# Strange hard drive noises



## Markand (Apr 11, 2010)

Hi,

On my laptop (HP Probook 4510s) I have some noises when the hard drive seems idle, I means when he doesn't do many things. 

These noises are like *clicks* like it stops and restart. There is absolutely any problems, smartctl says no errors and no messages in dmesg so I don't know at all.

The weird thing is that happens only in FreeBSD, not Ubuntu. What could that be ?

This not happens every time..

I'm running 8.0-STABLE.

King regards,
David.


----------



## SR_Ind (Apr 11, 2010)

Strange. My experience is other way round.

I had the same problem in an experimental Ubuntu installation.

Try this, -> in your /etc/fstab file try to replace the mount option parameter from "rw" to "rw, noatime"
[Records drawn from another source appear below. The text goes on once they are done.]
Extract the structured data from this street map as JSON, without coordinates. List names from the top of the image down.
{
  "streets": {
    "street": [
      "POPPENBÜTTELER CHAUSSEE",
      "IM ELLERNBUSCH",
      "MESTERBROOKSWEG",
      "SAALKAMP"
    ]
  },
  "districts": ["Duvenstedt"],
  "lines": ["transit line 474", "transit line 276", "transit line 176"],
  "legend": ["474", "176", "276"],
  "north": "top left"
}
This will prevent unnecesssary flushes to the disk.


----------



## ckester (Apr 11, 2010)

When I hear "strange hard drive noises" my first thought is, I hope you have a recent backup.
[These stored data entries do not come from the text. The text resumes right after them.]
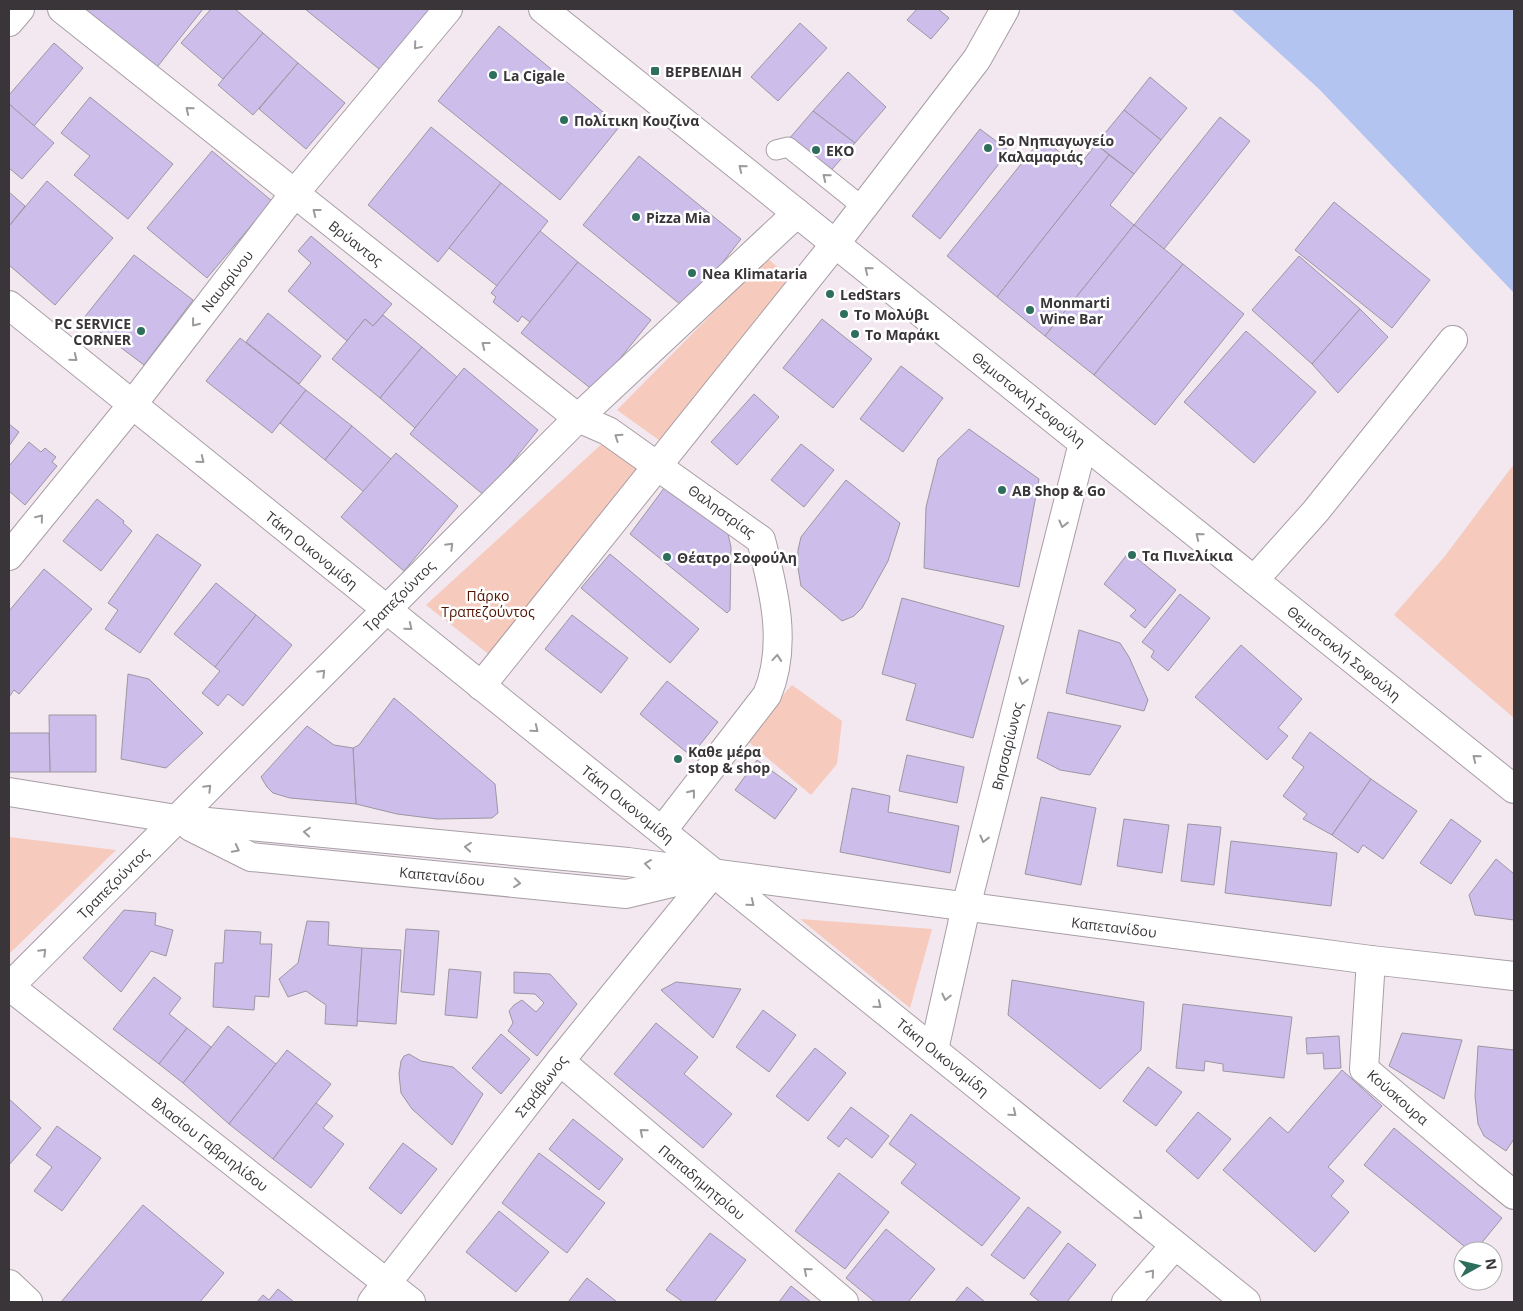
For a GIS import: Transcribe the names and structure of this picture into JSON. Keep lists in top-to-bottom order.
{
  "streets": {
    "street": [
      "Βρύαντος",
      "Ναυαρίνου",
      "Θεμιστοκλή Σοφούλη",
      "Θαληστρίας",
      "Τάκη Οικονομίδη",
      "Τραπεζούντος",
      "Βησσαρίωνος",
      "Καπετανίδου",
      "Στράβωνος",
      "Κούσκουρα",
      "Βλασίου Γαβριηλίδου",
      "Παπαδημητρίου"
    ]
  },
  "crossings": [
    ["Βρύαντος", "Ναυαρίνου"],
    ["Βρύαντος", "Θαληστρίας"],
    ["Βρύαντος", "Τραπεζούντος"],
    ["Ναυαρίνου", "Τάκη Οικονομίδη"],
    ["Θεμιστοκλή Σοφούλη", "Τραπεζούντος"],
    ["Θεμιστοκλή Σοφούλη", "Βησσαρίωνος"],
    ["Θαληστρίας", "Τάκη Οικονομίδη"],
    ["Τάκη Οικονομίδη", "Τραπεζούντος"],
    ["Τάκη Οικονομίδη", "Βησσαρίωνος"],
    ["Τάκη Οικονομίδη", "Καπετανίδου"],
    ["Τάκη Οικονομίδη", "Στράβωνος"],
    ["Τραπεζούντος", "Καπετανίδου"],
    ["Τραπεζούντος", "Βλασίου Γαβριηλίδου"],
    ["Βησσαρίωνος", "Καπετανίδου"],
    ["Καπετανίδου", "Στράβωνος"],
    ["Καπετανίδου", "Κούσκουρα"],
    ["Στράβωνος", "Βλασίου Γαβριηλίδου"],
    ["Στράβωνος", "Παπαδημητρίου"]
  ],
  "one_way": [
    "Βρύαντος",
    "Θεμιστοκλή Σοφούλη",
    "Τάκη Οικονομίδη",
    "Βησσαρίωνος",
    "Παπαδημητρίου"
  ],
  "parks": ["Πάρκο Τραπεζούντος"],
  "places": {
    "transit": ["ΒΕΡΒΕΛΙΔΗ"],
    "other": [
      "La Cigale",
      "Πολίτικη Κουζίνα",
      "5ο Νηπιαγωγείο Καλαμαριάς",
      "EKO",
      "Pizza Mia",
      "Nea Klimataria",
      "LedStars",
      "Monmarti Wine Bar",
      "Το Μολύβι",
      "PC SERVICE CORNER",
      "Το Μαράκι",
      "AB Shop & Go",
      "Τα Πινελίκια",
      "Θέατρο Σοφούλη",
      "Καθε μέρα stop & shop"
    ]
  },
  "north": "right"
}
Those noises could be benign, or they could be a harbinger of a drive failure.  It's reassuring that smartctl isn't reporting any problems, but I'd still want to play it safe if I were you.


----------



## Markand (Apr 12, 2010)

I'll try to add noatime, the hard drive is a brand new !
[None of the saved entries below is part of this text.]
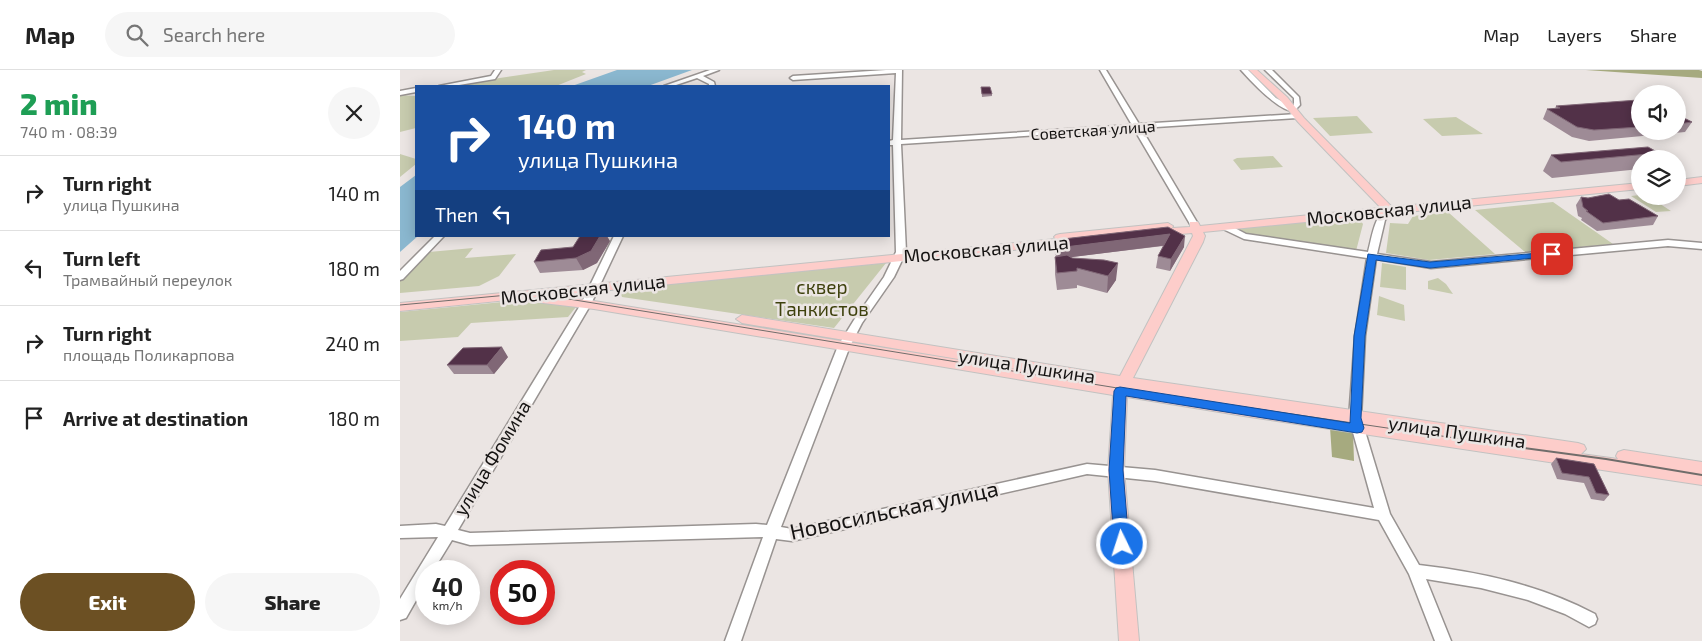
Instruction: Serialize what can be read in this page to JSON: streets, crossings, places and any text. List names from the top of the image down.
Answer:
{
  "streets": {
    "main road": ["Московская улица", "улица Пушкина"],
    "street": ["Советская улица", "улица Фомина", "Новосильская улица"]
  },
  "crossings": [
    ["Московская улица", "улица Пушкина"],
    ["Московская улица", "улица Фомина"],
    ["улица Пушкина", "улица Фомина"],
    ["улица Фомина", "Новосильская улица"]
  ],
  "parks": ["сквер Танкистов"],
  "page": {
    "header": "Map",
    "search": "Search here",
    "nav": ["Map", "Layers", "Share"],
    "heading": ["2 min", "740 m · 08:39"],
    "turn": ["140 m", "улица Пушкина"],
    "list": [
      {
        "name": "Turn right",
        "note": "улица Пушкина",
        "value": "140 m"
      },
      {
        "name": "Turn left",
        "note": "Трамвайный переулок",
        "value": "180 m"
      },
      {
        "name": "Turn right",
        "note": "площадь Поликарпова",
        "value": "240 m"
      },
      {
        "name": "Arrive at destination",
        "value": "180 m"
      }
    ],
    "then": "Then",
    "speed": "40 km/h",
    "limit": "50",
    "buttons": ["Exit", "Share"]
  }
}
I make some backups every weeks but these noises don't happens every time it's so weird. In any cases, thanks for your testimonials.


----------



## fronclynne (Apr 12, 2010)

See what the Load_Cycle_Count is (and how much it is incrementing) with smartctl & if it might have something to do with this: Thread 12091


----------



## Markand (Apr 12, 2010)

Yes ! It was that, the number was incrementing. I tried to disable APM with ataidle ans it seems to work !

Kind regards, Thanks.
David.


----------